Articles/Essays – Volume 13, No. 4
Among the Mormons: A Survey of Current Literature
Biographies and family histories, have been by far the most popular subject of Mormon-related books during the past year. These works stem in large part from the ingenuity of family organizations and the ever increasing emphasis that President Spencer W. Kimball and other General Authorities have placed on the importance of keeping personal journals.
Understandably, they are not all of equal quality, but in the main they are important both as historical accounts and as examples of what an interested reader might do with regard to his own heritage. Three of these biographies, Eugene England’s Brother Brigham, Frank M. Fox’s /. Reuben Clark: The Public Years, and Truman G. Madsen’s Defender of the Faith: The B. H. Roberts Story will be of particular interest to both casual and serious students of Mormonism.
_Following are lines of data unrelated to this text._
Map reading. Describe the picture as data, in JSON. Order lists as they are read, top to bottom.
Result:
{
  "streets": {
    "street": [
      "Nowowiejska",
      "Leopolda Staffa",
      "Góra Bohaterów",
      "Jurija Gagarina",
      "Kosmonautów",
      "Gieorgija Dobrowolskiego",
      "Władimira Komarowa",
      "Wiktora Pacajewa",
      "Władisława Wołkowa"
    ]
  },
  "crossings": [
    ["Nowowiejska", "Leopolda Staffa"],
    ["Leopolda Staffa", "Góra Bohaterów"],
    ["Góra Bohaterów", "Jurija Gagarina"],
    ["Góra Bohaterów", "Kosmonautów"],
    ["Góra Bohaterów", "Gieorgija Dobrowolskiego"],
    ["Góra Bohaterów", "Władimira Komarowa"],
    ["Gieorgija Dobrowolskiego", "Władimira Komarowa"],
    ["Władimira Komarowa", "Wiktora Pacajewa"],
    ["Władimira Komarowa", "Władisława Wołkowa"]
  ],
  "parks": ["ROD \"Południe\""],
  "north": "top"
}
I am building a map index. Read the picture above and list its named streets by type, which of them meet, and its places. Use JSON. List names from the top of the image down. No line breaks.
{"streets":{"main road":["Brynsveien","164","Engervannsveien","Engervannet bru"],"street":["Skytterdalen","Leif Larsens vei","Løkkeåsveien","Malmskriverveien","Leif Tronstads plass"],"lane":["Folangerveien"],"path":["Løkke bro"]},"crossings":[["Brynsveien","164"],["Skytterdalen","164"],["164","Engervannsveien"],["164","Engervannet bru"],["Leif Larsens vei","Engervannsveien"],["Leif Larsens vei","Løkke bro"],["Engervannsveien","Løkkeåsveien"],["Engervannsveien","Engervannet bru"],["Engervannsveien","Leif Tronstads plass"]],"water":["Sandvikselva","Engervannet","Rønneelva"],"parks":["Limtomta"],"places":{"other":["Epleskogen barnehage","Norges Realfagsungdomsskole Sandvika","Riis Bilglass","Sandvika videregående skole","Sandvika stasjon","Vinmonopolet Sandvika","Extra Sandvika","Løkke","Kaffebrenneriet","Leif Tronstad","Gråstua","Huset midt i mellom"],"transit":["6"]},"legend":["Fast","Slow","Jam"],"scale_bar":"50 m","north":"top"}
By skillfully blending beautiful photography with well-written prose Joseph E. Brown has written, in the recently-published Mormon Trek West, perhaps the most appealing account yet written of how the Mormon pioneers “crossed the plains.” Looking at the Mormons from several different perspectives, Mark F. McKiernan, Alma R. Blair, and Paul M. Edwards have collected a provocative selection of historical essays on The Restoration Movement. An equally stimulating volume, “By the Hands of Wise Men:” Essays on the Constitution, edited by Ray C. Hillam, presents the Mormons’ unique view of the American Constitution through both “scholarship and the special language of the Latter-day Saint faith.”
Linda Thatcher’s painstaking research, which has produced the accompanying bibliography of recent dissertations and theses, provides meaningful insight into the kinds of research on Mormon-related topics now being pursued by seekers of advanced degrees.